Stock Building Supply Holdings Inc. reported its financial results for the second quarter ended June 30, 2013, and sales are up more than 25 percent compared to the previous year.

Highlights include net sales of $314.7 million, up 27.7 percent compared to the prior year period; operating income of $3.9 million, up $6.0 million from an operating loss of $2.1 million in the prior year period; adjusted EBITDA of $9.0 million, compared to $2.3 million in the prior year period; and net income of $2.0 million, resulting in earnings per diluted share of $0.07, compared to a net loss of $2.2 million or ($0.25) per diluted share in the prior year period. Additionally, the company amended its credit agreement to extend the maturity to December 31, 2016, and reduce the applicable interest rate margins by 75 basis points in addition to completing its initial public offering on August 14, 2013, increasing pro forma liquidity at June 30, 2013, to approximately $77.5 million through the use of $46.2 million of the proceeds to repay borrowings under the company’s revolver.

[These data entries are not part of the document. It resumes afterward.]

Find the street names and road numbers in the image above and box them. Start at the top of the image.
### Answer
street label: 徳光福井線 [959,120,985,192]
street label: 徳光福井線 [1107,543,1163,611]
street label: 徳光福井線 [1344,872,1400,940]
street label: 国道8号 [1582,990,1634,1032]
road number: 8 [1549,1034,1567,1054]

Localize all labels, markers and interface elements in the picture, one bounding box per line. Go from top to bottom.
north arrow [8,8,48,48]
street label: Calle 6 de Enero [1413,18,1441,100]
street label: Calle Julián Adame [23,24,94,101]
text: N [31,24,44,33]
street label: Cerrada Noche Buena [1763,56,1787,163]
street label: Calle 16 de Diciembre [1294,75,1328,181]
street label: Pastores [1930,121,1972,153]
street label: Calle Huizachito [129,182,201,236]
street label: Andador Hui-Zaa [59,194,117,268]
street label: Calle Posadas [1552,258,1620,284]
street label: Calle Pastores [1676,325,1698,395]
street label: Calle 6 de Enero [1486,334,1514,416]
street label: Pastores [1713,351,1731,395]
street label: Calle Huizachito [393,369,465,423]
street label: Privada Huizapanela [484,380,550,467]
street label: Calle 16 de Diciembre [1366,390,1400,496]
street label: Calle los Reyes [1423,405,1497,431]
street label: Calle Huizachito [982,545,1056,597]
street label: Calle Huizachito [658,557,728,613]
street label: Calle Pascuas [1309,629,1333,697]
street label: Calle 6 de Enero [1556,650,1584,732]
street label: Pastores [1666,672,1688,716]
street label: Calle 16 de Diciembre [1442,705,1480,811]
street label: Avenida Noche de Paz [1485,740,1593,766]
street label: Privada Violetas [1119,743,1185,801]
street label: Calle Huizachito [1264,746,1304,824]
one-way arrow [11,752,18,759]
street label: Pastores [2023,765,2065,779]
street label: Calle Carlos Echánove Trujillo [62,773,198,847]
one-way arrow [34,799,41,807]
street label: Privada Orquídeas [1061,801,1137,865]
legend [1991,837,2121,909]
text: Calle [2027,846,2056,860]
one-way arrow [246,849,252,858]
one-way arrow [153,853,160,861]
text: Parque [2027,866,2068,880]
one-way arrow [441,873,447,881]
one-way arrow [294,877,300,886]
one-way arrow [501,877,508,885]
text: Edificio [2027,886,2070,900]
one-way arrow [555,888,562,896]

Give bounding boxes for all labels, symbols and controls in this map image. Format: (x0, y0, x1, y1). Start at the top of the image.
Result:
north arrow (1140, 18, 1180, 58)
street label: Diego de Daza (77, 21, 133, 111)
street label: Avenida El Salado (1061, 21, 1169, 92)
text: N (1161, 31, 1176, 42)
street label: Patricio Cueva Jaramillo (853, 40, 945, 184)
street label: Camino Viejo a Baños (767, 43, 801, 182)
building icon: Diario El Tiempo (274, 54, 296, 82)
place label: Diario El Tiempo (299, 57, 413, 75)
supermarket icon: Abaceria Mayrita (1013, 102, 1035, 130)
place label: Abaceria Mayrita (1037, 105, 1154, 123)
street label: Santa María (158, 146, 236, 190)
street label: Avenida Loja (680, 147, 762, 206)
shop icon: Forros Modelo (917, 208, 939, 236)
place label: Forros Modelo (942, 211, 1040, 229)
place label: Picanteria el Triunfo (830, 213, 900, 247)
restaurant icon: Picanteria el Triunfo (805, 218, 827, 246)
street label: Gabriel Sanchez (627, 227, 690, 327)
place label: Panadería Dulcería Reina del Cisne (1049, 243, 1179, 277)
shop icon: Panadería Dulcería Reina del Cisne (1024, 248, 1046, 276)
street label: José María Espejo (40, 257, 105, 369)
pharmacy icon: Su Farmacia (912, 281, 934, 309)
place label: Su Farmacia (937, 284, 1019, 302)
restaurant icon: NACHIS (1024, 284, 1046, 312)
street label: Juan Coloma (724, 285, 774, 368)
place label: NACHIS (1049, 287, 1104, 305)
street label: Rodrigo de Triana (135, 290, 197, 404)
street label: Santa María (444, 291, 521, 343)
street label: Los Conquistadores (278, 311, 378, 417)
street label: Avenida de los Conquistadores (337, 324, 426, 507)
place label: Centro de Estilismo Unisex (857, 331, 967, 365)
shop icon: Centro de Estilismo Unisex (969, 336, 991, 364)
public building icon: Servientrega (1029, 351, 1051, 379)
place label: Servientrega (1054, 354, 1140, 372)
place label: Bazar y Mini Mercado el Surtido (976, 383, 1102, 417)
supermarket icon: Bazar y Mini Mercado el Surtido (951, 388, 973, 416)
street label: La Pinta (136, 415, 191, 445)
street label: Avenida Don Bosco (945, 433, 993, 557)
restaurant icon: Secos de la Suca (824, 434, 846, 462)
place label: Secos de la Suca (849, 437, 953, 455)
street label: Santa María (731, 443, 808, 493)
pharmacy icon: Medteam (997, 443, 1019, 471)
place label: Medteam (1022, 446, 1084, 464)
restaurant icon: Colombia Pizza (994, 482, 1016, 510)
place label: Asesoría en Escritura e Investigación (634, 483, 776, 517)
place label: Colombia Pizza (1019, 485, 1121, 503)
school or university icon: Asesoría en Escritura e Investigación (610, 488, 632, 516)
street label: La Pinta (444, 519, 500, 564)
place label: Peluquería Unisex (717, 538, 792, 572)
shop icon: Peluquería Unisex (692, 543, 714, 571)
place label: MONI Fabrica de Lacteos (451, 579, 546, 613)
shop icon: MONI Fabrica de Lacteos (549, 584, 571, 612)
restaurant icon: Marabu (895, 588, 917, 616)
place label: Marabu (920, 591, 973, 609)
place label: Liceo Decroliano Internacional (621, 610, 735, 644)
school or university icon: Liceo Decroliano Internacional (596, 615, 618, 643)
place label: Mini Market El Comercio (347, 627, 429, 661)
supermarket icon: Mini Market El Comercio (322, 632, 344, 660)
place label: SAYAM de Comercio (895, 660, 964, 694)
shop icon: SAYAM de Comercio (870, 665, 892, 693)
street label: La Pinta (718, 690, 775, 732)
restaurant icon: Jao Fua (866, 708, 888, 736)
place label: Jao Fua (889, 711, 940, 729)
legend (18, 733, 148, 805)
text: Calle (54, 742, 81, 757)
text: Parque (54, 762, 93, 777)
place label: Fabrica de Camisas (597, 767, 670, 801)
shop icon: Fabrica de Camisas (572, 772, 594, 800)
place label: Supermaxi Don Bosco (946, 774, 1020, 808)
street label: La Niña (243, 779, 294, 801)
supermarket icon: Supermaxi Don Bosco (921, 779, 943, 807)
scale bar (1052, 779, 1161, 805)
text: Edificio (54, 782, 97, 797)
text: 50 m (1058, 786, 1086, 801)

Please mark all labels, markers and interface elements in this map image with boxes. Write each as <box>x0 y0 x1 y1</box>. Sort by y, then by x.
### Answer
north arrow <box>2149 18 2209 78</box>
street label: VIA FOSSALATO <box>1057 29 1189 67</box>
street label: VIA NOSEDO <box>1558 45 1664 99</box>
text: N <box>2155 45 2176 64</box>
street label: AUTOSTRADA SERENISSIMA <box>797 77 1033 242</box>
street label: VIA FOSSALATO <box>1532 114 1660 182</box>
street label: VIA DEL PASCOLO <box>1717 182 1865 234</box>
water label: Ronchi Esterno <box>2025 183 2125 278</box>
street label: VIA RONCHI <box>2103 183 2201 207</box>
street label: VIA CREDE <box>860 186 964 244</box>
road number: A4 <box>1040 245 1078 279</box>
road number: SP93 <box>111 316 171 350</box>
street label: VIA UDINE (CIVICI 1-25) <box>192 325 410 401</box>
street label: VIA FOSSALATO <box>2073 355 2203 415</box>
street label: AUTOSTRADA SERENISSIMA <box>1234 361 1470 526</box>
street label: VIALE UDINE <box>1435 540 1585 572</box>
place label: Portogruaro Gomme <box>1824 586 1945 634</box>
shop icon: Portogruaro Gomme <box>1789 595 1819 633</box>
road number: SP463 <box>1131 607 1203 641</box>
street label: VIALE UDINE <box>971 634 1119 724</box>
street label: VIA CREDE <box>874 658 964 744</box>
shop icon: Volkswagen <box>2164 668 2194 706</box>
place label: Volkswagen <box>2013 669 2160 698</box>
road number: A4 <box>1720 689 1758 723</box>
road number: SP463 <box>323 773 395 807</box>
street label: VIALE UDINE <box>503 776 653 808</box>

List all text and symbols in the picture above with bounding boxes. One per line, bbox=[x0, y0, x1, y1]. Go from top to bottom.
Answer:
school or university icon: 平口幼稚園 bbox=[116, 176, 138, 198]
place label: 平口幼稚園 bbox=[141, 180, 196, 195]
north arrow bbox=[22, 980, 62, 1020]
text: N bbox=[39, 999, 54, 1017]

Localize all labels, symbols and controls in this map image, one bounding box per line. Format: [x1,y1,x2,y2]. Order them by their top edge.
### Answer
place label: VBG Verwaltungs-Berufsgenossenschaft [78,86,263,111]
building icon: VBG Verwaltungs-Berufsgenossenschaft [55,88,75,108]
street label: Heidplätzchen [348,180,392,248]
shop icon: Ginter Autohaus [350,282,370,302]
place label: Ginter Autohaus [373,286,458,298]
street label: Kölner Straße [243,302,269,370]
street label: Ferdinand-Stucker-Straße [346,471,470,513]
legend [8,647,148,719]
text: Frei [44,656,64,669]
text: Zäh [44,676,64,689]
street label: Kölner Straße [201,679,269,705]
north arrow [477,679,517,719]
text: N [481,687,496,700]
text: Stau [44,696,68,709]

“During the second quarter we capitalized on improving trends in the housing industry and continued to successfully execute our business strategy,” says Jeff Rea, CEO. “Our strong results are a reflection of the continued improvements we’ve made in our customer service and our efficiency in executing on our customers’ needs. We estimate our second quarter net sales to single-family homebuilders increased 40.0 percent compared to the second quarter of 2012. This compares favorably to the 15.2 percent increase in U.S. single-family housing starts over the same period. We also delivered solid growth in sales to professional repair and remodeling contractors, with second quarter net sales increasing approximately 12.0 percent compared to the second quarter of 2012.”

Jim Major, executive vice president and chief financial officer adds, “We successfully leveraged our cost structure to deliver increased profitability along with increased sales. For the second quarter of 2013, our selling, general and administrative expenses decreased to 20.8 percent of sales compared to 22.2 percent for the second quarter of 2012. Our recent amendment to our credit agreement and the use of proceeds from our initial public offering to reduce debt will lower our cash interest expense and result in improved liquidity to fund growth opportunities that arise from the continuing housing market recovery.”

“Our business continues to show year-over-year improvements in revenue and profitability while macroeconomic trends remain favorable for growth in new residential construction and repair and remodel activity by our core customers,” says Rea. “Additionally, the successful completion of our initial public offering strengthened our balance sheet and provides enhanced liquidity to invest in and execute upon our strategic growth and customer service initiatives.”